Data
★ ★ ★

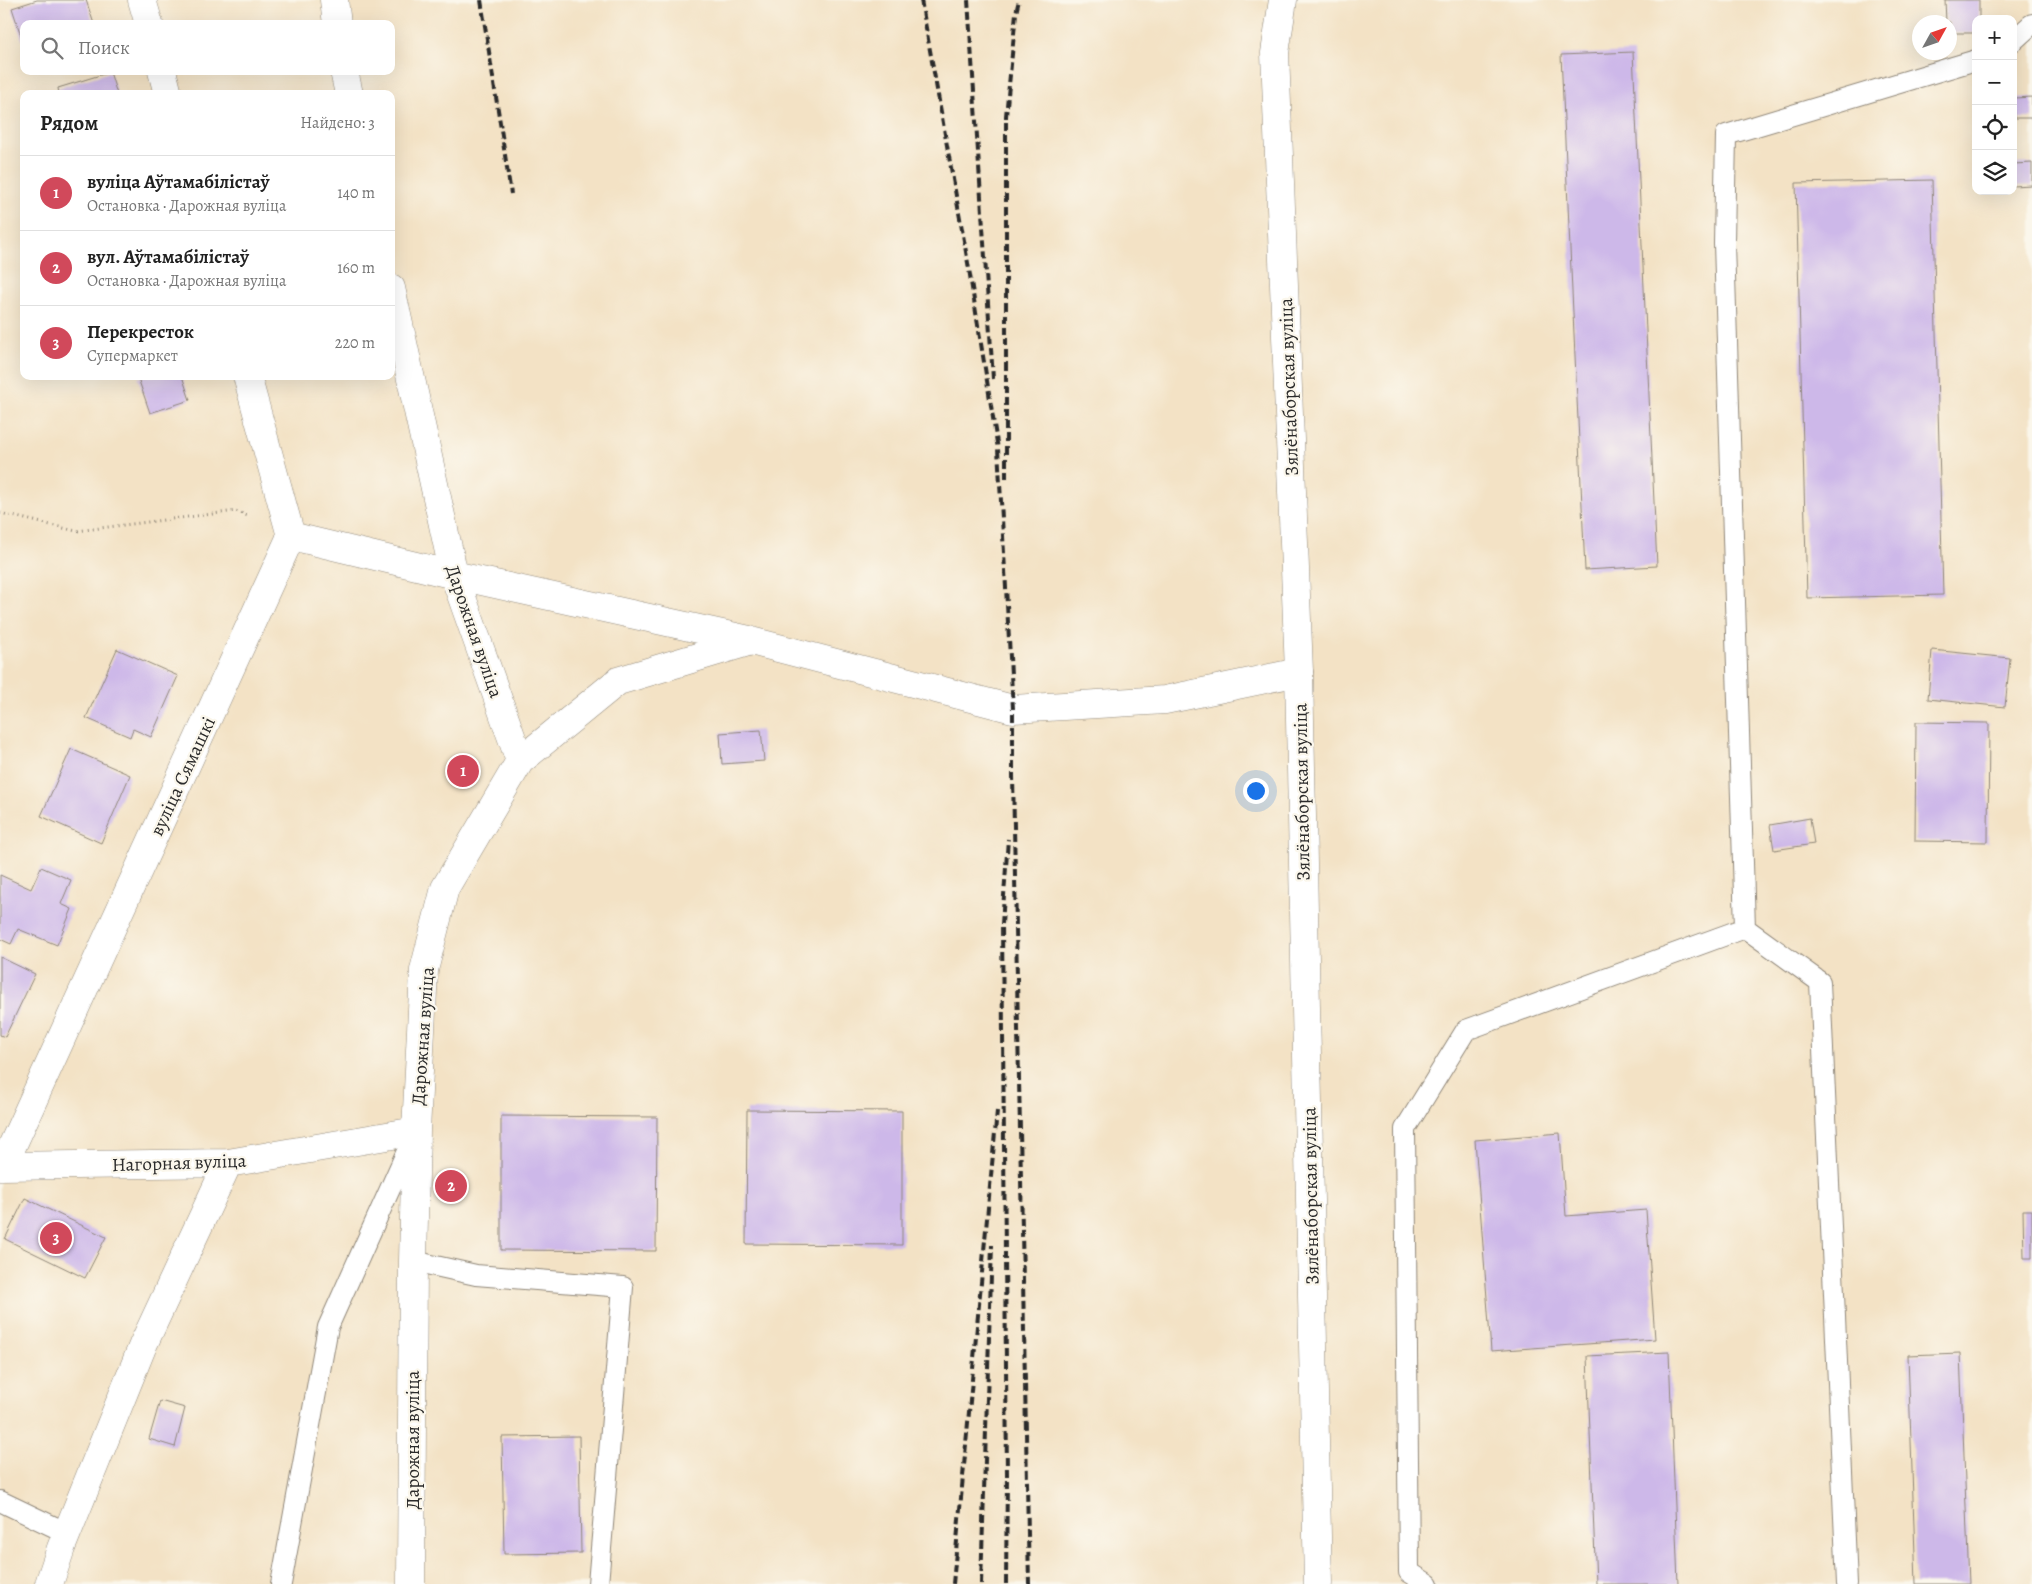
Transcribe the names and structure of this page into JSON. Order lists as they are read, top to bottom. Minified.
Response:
{"streets":{"street":["Зялёнаборская вуліца","Дарожная вуліца","вуліца Сямашкі","Нагорная вуліца"]},"crossings":[["Дарожная вуліца","Нагорная вуліца"],["вуліца Сямашкі","Нагорная вуліца"]],"north":"top right","page":{"map_buttons":["+","−"],"search":"Поиск","heading":["Рядом","Найдено: 3"],"list":[{"mark":"1","name":"вуліца Аўтамабілістаў","note":"Остановка · Дарожная вуліца","value":"140 m"},{"mark":"2","name":"вул. Аўтамабілістаў","note":"Остановка · Дарожная вуліца","value":"160 m"},{"mark":"3","name":"Перекресток","note":"Супермаркет","value":"220 m"}],"pins":["1","2","3"]}}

★ ★ ★

Assignment
Strip the images and return the remaining data exactly.

Exercise result
Transcribe the names and structure of this page into JSON. Order lists as they are read, top to bottom. Minified.
Response:
{"streets":{"street":["Зялёнаборская вуліца","Дарожная вуліца","вуліца Сямашкі","Нагорная вуліца"]},"crossings":[["Дарожная вуліца","Нагорная вуліца"],["вуліца Сямашкі","Нагорная вуліца"]],"north":"top right","page":{"map_buttons":["+","−"],"search":"Поиск","heading":["Рядом","Найдено: 3"],"list":[{"mark":"1","name":"вуліца Аўтамабілістаў","note":"Остановка · Дарожная вуліца","value":"140 m"},{"mark":"2","name":"вул. Аўтамабілістаў","note":"Остановка · Дарожная вуліца","value":"160 m"},{"mark":"3","name":"Перекресток","note":"Супермаркет","value":"220 m"}],"pins":["1","2","3"]}}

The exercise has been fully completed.